Count the lines of the listing below where "tools" shows up, and please answer with that number only.

-=-=-

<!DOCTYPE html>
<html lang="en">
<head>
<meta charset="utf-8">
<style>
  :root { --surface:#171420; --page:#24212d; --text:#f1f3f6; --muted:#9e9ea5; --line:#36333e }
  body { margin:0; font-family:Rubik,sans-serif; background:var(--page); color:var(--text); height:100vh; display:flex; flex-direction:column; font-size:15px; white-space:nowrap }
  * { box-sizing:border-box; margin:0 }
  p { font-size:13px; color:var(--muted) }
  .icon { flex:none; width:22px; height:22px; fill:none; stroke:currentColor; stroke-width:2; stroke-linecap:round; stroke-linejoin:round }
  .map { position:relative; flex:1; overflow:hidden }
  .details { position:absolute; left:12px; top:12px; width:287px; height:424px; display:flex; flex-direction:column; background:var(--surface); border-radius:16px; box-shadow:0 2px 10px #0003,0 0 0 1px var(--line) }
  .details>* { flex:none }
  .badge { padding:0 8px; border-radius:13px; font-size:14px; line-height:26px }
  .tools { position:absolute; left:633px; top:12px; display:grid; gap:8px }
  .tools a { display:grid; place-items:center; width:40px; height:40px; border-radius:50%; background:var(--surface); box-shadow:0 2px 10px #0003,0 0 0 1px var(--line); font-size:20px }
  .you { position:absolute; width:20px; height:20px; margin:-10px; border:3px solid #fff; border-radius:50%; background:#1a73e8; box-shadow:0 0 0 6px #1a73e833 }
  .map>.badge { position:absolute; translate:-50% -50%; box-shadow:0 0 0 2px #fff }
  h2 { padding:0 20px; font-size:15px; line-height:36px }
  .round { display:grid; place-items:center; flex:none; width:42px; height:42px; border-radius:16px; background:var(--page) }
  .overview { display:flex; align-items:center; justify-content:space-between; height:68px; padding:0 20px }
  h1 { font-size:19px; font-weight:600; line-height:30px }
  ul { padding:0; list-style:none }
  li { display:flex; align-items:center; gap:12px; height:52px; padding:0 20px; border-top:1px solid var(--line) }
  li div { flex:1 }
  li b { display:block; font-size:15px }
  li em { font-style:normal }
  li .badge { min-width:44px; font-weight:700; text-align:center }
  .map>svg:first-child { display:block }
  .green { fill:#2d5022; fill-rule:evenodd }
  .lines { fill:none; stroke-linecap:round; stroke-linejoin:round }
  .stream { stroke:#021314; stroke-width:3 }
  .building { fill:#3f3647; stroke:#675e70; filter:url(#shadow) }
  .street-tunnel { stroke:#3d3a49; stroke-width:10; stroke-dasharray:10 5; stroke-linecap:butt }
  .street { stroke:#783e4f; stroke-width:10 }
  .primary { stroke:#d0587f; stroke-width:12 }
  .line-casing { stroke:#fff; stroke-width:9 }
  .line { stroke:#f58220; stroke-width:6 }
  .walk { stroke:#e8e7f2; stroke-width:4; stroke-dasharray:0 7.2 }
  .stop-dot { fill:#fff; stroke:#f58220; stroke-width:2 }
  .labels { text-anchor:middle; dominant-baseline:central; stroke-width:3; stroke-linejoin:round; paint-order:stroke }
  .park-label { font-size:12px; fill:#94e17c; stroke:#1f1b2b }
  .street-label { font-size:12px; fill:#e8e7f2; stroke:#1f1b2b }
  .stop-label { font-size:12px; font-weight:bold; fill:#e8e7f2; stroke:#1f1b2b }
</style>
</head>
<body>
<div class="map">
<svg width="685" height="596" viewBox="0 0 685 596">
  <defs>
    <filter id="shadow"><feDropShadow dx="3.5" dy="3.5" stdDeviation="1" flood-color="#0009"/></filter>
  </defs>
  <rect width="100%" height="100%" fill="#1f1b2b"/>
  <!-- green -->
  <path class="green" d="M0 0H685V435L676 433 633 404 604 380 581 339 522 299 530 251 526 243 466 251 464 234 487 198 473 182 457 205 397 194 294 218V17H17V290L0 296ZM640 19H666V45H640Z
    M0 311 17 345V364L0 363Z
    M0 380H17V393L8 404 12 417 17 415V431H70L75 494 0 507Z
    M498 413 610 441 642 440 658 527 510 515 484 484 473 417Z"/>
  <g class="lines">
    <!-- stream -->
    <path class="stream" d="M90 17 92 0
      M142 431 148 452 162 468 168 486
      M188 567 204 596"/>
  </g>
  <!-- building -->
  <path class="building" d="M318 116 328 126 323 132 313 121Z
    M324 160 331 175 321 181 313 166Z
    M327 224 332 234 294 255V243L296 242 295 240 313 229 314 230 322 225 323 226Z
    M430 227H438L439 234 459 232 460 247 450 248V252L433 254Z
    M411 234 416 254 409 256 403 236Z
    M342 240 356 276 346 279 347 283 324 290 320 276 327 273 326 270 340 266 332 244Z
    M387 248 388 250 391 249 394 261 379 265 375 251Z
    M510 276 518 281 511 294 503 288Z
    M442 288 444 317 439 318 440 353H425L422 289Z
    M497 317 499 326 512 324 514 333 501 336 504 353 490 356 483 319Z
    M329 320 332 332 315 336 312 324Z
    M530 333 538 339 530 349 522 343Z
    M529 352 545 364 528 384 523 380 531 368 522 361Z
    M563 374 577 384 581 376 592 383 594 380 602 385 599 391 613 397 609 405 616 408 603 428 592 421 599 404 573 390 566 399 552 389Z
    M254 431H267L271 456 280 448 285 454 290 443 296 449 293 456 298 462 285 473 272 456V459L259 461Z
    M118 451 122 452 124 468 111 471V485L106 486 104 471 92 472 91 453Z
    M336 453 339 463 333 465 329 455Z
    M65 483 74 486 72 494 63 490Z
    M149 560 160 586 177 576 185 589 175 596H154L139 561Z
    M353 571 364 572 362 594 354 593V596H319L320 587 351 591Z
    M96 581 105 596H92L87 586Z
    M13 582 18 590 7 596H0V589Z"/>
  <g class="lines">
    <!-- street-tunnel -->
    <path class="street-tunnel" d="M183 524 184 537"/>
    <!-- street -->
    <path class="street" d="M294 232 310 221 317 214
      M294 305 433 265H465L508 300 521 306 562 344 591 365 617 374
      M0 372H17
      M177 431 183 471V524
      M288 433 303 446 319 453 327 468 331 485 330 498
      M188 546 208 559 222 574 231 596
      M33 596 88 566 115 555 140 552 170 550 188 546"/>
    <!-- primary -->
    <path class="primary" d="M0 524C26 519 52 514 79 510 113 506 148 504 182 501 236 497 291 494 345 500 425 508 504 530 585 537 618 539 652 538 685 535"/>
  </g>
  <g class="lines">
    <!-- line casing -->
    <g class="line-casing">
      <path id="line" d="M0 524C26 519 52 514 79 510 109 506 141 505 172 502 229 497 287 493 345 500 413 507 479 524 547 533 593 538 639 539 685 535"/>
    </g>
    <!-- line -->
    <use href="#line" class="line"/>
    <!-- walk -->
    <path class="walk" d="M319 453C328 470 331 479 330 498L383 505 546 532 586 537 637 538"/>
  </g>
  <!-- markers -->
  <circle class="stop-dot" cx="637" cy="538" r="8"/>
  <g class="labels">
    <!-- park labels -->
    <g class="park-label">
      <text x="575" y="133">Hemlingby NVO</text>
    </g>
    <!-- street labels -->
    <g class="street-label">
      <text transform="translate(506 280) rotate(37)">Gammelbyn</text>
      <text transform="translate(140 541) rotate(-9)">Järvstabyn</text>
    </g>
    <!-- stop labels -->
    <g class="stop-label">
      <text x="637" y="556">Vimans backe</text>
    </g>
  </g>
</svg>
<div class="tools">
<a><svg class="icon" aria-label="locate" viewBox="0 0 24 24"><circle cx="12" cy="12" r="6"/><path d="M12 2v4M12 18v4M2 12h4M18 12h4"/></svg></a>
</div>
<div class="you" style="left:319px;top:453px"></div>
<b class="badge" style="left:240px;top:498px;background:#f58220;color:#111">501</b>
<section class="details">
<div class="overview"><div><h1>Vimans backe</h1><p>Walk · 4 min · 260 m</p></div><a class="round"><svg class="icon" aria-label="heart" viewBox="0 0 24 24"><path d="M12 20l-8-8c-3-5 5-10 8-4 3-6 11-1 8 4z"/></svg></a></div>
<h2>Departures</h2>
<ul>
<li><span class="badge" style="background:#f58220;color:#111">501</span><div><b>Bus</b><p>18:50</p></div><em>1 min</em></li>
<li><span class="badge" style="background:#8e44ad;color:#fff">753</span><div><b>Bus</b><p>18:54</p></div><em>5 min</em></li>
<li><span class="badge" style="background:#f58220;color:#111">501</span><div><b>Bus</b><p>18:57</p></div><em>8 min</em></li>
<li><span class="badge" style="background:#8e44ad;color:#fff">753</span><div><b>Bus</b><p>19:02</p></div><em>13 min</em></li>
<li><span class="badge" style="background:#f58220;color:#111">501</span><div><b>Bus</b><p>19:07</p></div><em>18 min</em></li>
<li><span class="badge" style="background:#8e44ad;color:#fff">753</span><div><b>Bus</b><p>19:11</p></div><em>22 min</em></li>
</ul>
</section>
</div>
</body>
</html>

-=-=-

* _Expected output_:
3